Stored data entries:
=-=-=-=-=

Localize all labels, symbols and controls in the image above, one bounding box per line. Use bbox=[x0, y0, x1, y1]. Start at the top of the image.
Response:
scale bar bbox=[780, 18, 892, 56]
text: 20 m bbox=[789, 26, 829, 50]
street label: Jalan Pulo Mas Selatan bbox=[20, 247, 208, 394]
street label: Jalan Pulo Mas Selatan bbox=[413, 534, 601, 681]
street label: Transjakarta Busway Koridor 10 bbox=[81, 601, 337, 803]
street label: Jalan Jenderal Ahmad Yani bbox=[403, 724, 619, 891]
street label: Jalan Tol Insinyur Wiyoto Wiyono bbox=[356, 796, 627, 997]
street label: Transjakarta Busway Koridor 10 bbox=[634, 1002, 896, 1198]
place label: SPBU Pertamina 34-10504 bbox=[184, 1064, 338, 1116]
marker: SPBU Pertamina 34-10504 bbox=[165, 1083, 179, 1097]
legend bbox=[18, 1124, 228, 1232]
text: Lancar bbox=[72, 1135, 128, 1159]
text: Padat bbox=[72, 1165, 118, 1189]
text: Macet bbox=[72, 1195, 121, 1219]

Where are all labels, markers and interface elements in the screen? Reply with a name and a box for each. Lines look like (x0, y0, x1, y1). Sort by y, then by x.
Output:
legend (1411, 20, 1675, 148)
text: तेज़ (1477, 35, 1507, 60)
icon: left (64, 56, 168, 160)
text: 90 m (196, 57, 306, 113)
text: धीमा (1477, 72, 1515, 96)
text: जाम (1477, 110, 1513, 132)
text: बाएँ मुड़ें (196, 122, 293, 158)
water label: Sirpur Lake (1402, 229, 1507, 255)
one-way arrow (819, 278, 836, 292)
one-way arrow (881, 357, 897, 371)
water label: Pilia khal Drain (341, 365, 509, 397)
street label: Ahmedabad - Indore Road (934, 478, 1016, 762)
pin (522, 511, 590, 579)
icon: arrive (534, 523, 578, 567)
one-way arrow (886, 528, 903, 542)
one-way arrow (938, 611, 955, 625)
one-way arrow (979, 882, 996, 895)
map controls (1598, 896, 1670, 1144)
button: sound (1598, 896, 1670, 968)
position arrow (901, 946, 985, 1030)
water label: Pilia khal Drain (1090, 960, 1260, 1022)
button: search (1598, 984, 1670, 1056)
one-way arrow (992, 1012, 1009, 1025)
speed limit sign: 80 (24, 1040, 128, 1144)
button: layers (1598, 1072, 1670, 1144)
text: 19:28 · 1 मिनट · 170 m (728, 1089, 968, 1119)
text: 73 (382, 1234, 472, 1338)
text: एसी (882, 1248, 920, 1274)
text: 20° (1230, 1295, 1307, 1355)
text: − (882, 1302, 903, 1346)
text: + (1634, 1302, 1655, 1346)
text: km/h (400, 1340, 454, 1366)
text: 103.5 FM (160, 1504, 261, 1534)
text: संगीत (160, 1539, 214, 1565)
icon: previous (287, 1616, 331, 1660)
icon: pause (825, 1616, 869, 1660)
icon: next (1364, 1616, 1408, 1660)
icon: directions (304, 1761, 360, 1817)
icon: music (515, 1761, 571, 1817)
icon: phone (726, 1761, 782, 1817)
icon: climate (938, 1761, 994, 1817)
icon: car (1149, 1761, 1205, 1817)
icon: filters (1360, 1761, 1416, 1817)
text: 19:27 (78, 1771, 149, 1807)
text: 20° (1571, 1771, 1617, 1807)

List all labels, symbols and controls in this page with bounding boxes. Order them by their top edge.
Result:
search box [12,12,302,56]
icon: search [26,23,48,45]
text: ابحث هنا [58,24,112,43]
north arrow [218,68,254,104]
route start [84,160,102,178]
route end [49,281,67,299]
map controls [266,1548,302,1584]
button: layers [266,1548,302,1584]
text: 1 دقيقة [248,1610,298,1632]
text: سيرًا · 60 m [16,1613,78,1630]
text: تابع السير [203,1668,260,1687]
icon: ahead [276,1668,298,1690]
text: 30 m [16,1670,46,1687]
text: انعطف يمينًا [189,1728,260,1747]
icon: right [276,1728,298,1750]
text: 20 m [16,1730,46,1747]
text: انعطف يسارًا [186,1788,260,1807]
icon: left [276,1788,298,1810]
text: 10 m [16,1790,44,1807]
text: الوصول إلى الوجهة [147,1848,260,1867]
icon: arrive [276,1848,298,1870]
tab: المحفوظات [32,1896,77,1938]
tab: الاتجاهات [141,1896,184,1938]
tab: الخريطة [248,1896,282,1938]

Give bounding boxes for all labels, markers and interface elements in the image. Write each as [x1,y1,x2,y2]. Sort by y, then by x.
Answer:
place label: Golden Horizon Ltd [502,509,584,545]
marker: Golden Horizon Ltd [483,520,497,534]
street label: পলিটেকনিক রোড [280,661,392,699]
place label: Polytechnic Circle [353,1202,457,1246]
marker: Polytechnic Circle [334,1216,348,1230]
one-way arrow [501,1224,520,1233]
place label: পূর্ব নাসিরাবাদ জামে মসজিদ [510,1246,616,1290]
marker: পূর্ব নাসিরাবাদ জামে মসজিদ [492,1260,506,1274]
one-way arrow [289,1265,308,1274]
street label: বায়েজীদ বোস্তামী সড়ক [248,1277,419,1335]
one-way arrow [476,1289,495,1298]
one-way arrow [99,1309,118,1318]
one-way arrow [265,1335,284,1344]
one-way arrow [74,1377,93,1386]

=-=-=-=-=

» Task description: In the entries above, find each line with the word "controls" and return it.

» Output for this task:
Localize all labels, symbols and controls in the image above, one bounding box per line. Use bbox=[x0, y0, x1, y1]. Start at the top of the image.
map controls (1598, 896, 1670, 1144)
List all labels, symbols and controls in this page with bounding boxes. Order them by their top edge.
map controls [266,1548,302,1584]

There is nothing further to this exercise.